The task: In the lines below, look for "SL検修庫". Copy each line where it appears.

(Stored data entries)
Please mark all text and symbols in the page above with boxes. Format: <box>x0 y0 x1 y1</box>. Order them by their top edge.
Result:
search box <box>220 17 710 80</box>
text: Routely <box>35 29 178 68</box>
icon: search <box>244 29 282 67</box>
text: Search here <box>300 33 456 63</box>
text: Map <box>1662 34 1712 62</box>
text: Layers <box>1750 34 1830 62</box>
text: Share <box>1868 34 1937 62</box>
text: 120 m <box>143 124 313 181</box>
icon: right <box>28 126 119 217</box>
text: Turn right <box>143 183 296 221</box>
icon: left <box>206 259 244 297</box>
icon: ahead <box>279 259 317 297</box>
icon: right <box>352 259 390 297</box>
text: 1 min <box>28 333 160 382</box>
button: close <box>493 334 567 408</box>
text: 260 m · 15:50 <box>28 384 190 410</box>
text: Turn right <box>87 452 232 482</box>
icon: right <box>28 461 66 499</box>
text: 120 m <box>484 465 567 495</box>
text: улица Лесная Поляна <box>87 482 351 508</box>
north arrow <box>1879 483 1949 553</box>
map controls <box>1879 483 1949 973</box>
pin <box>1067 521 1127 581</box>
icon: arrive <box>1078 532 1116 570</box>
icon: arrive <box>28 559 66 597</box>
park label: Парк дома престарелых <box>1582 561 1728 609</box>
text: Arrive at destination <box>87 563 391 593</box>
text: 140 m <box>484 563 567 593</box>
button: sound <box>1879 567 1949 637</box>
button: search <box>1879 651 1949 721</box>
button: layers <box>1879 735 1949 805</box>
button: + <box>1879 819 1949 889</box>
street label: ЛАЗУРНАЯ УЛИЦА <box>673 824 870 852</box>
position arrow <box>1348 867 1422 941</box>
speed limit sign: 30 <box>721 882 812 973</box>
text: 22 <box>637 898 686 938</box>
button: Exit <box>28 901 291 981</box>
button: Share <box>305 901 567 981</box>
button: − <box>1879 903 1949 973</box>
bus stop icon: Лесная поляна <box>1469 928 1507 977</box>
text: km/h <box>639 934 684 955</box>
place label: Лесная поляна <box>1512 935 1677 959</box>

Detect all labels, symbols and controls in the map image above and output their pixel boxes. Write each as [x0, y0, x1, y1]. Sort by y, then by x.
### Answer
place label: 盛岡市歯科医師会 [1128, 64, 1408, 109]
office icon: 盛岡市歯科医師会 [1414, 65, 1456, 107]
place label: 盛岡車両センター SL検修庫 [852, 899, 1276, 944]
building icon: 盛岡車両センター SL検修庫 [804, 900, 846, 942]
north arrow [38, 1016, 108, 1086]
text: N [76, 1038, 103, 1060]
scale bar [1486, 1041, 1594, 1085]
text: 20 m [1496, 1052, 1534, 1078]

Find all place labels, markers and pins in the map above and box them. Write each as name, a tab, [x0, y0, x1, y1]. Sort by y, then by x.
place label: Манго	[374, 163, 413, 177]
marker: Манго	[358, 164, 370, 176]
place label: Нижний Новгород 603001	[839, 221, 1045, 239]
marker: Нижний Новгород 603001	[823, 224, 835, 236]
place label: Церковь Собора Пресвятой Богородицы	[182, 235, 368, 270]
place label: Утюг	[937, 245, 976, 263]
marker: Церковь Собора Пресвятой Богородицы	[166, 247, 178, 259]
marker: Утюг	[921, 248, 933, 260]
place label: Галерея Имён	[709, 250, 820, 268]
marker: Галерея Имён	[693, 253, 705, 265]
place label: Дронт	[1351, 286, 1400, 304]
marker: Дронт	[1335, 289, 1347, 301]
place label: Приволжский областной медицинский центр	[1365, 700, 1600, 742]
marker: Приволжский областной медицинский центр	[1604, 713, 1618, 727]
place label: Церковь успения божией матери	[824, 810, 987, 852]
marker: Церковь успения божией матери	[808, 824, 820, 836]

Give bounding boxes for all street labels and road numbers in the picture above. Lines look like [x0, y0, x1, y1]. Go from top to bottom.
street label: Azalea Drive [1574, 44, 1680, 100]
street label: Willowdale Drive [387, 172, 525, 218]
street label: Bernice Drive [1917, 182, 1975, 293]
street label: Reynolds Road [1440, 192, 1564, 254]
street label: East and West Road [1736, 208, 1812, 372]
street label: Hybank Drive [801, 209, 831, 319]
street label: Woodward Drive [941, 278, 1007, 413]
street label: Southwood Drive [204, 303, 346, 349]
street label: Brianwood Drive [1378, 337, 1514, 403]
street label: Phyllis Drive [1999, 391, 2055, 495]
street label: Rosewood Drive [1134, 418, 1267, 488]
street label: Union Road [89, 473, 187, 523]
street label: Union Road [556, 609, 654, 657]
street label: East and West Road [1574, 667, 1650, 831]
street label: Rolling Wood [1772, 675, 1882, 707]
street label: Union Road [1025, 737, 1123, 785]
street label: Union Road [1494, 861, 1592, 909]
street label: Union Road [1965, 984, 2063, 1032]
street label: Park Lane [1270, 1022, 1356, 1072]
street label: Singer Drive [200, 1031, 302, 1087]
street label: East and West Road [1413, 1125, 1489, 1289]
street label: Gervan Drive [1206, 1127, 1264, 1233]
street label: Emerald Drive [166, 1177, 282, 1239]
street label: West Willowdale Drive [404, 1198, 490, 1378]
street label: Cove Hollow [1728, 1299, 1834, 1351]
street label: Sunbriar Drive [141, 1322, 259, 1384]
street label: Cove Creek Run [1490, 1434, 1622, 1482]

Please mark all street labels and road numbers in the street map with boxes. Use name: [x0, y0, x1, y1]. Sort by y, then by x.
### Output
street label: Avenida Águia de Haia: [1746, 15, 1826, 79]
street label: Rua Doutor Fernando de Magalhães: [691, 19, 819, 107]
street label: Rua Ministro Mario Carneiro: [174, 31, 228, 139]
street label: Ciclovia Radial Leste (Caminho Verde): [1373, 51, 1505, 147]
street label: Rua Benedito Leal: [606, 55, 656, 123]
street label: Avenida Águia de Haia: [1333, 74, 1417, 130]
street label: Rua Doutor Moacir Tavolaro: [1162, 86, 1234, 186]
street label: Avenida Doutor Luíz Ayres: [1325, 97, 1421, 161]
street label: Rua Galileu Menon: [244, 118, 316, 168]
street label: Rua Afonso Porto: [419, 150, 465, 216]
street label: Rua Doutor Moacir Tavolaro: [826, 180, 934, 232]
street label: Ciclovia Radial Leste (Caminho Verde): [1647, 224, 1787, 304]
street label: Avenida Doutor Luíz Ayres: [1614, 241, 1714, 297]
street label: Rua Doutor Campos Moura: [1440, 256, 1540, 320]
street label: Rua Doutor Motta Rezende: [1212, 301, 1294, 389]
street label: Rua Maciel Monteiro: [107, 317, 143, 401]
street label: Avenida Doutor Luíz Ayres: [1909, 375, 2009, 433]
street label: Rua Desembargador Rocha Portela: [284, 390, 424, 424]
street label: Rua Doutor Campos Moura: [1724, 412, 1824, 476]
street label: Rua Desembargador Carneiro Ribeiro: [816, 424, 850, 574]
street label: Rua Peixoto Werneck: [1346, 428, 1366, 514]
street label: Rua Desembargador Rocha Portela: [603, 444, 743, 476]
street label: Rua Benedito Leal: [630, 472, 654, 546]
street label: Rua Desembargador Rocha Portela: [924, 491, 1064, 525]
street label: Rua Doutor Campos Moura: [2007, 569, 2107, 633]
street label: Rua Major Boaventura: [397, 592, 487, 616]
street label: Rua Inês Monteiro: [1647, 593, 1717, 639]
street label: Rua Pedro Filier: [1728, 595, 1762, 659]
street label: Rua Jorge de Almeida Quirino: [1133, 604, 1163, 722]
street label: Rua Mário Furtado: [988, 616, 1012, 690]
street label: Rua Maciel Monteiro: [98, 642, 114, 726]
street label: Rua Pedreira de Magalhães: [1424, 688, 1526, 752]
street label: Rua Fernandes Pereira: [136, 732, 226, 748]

Response area:
place label: 盛岡車両センター SL検修庫 [852, 899, 1276, 944]
building icon: 盛岡車両センター SL検修庫 [804, 900, 846, 942]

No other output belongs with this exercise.